Meta-Llama-3.1-70B-Instruct — TurboQuant+ Premium GGUF

Fits in 64 GB memory where Q8_0 does not. Delivers significantly better quality than Q4_K_M with only a modest speed impact.

Best option when you want near-Q8_0 quality but cannot fit Q8_0 in memory.

TurboQuant+ Premium quantization of meta-llama/Llama-3.1-70B-Instruct. Premium applies WHT-domain compression (TQ4_1S) to attention tensors while keeping FFN layers at Q5_K/Q6_K precision. Llama models are highly sensitive to WHT compression in FFN layers, so Premium keeps FFN at higher precision to preserve quality. See the getting started guide for details.

Requires TurboQuant+ llama.cpp fork at tag tqp-v0.1.0. Will NOT work with stock llama.cpp. TurboQuant+ is an independent research project. These quantization types have not been merged into upstream ggml-org/llama.cpp.

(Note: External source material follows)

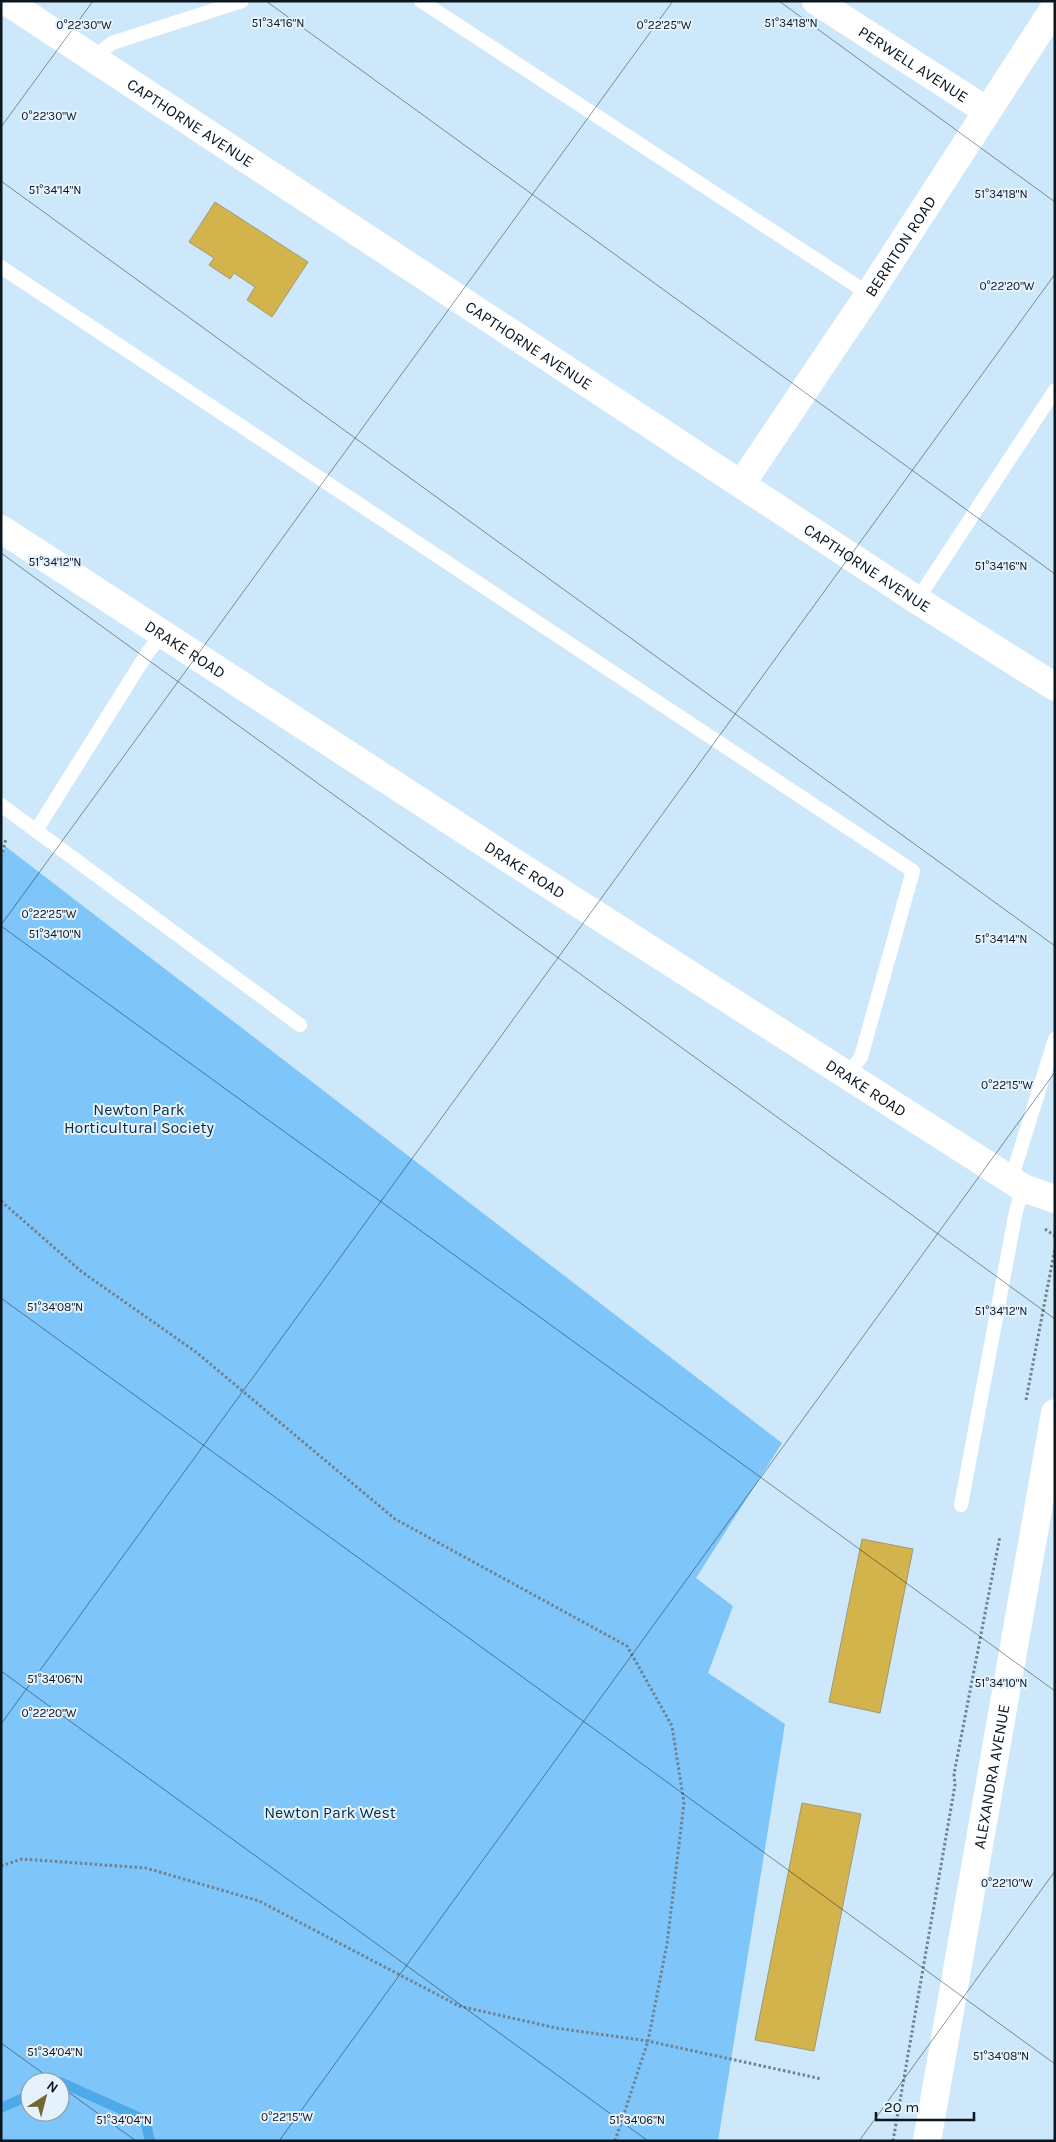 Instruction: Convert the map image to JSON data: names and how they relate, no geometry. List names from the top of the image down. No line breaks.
{"streets":{"street":["PERWELL AVENUE","CAPTHORNE AVENUE","BERRITON ROAD","DRAKE ROAD","ALEXANDRA AVENUE"]},"crossings":[["PERWELL AVENUE","BERRITON ROAD"],["CAPTHORNE AVENUE","BERRITON ROAD"]],"parks":["Newton Park Horticultural Society","Newton Park West"],"scale_bar":"20 m","north":"top right","coordinates":["51°34'18\"N","51°34'16\"N","0°22'30\"W","0°22'25\"W","51°34'14\"N","0°22'20\"W","51°34'12\"N","51°34'10\"N","0°22'15\"W","51°34'08\"N","51°34'06\"N","0°22'10\"W","51°34'04\"N"]} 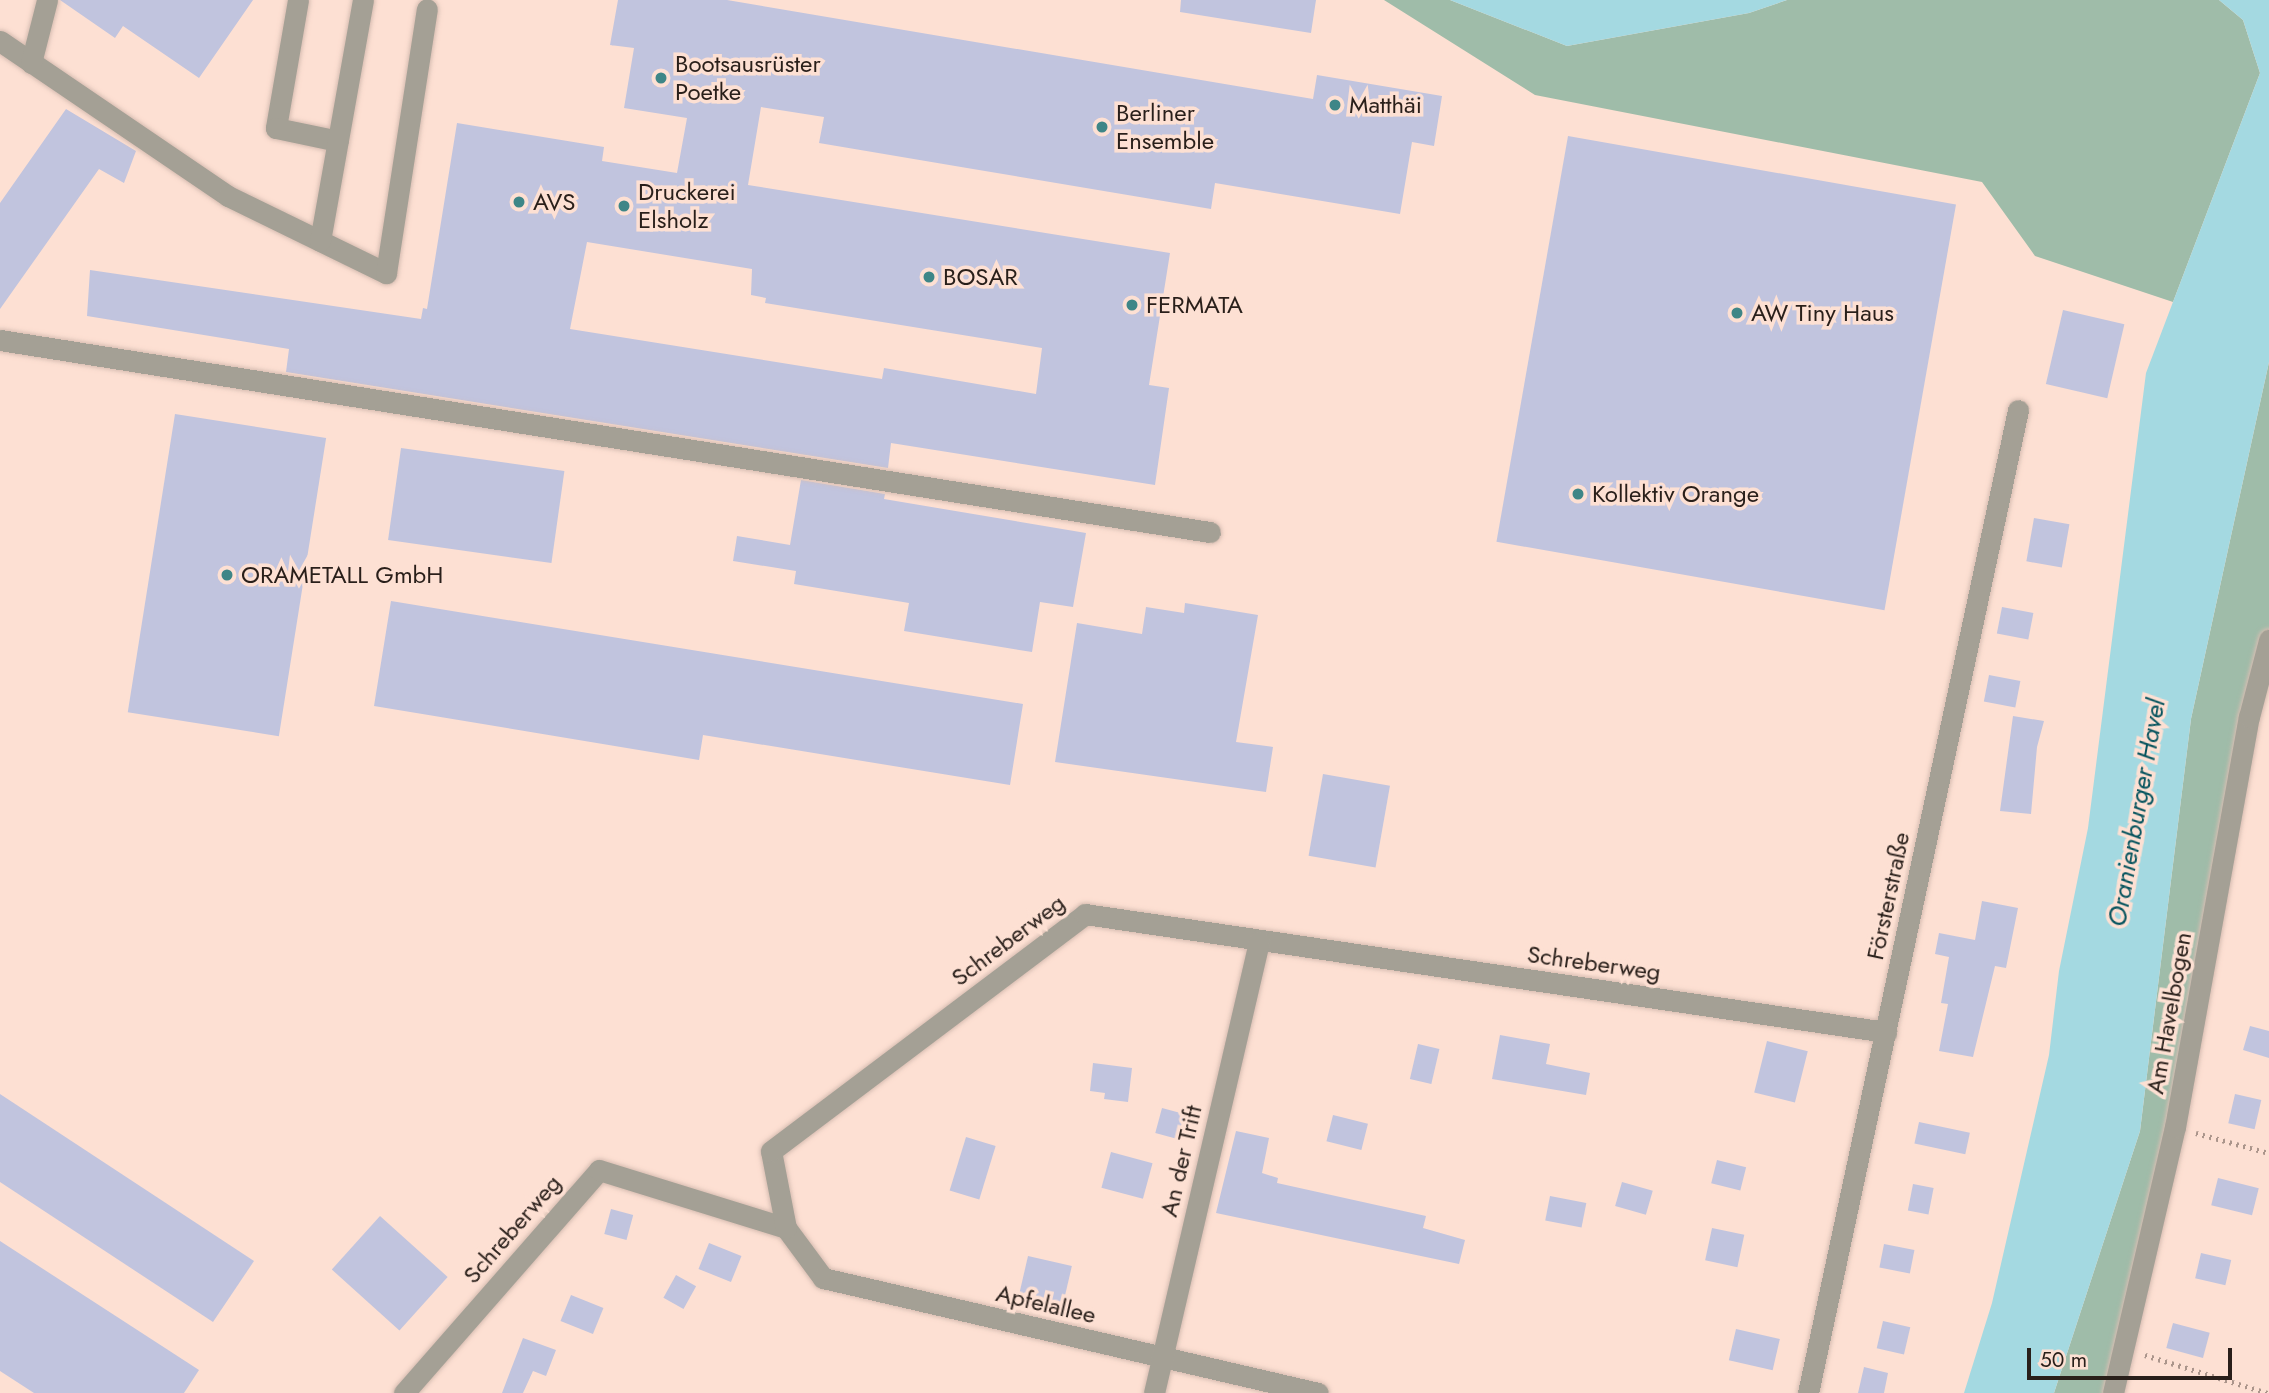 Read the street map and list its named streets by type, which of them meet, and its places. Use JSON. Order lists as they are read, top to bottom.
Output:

Do not file issues there for TQ models.

Files

File	Quant	Size	vs Q8_0	PPL	PPL vs Q8_0	PPL vs Q4_K_M
Meta-Llama-3.1-70B-Instruct-Premium.gguf	Premium	49.8 GB	71% of Q8_0 (69.8 GB)	3.18	+5.0%	1.9% better

Why Premium?

Q8_0 at 70 GB doesn't fit on 64 GB hardware. Q4_K_M fits at 40 GB but drops quality. Premium fits at 50 GB and recovers a large portion of the quality lost by Q4_K_M. This makes Premium viable on 64 GB systems where Q8_0 cannot run.

Quant	Size	PPL	vs Q8_0
Q8_0	69.8 GB	3.03	baseline
Q4_K_M	40 GB	3.24	+6.9%
Premium	49.8 GB	3.18	+5.0%

Premium is 25% larger than Q4_K_M. You pay 10 GB of memory to recover nearly half the quality gap between Q4_K_M and Q8_0.

Compatibility

Field	Value
Fork	TheTom/llama-cpp-turboquant
Tag	`tqp-v0.1.0`
Backends	Metal, CUDA, ROCm/HIP, Vulkan
Quantized on	2026-04-08

No forward-compatibility guarantee. This model was built and validated against the tag above. Future fork updates may change the format. If decode produces garbage, rebuild from this tag.

Benchmarks (Apple M5 Max 128GB, Metal)

Speed

Only 16% slower decode than Q8_0 on Metal. This is the smallest speed gap of any TurboQuant+ model tested so far.

Metal (Apple M5 Max 128GB, recommended -ctk q8_0 -ctv turbo4)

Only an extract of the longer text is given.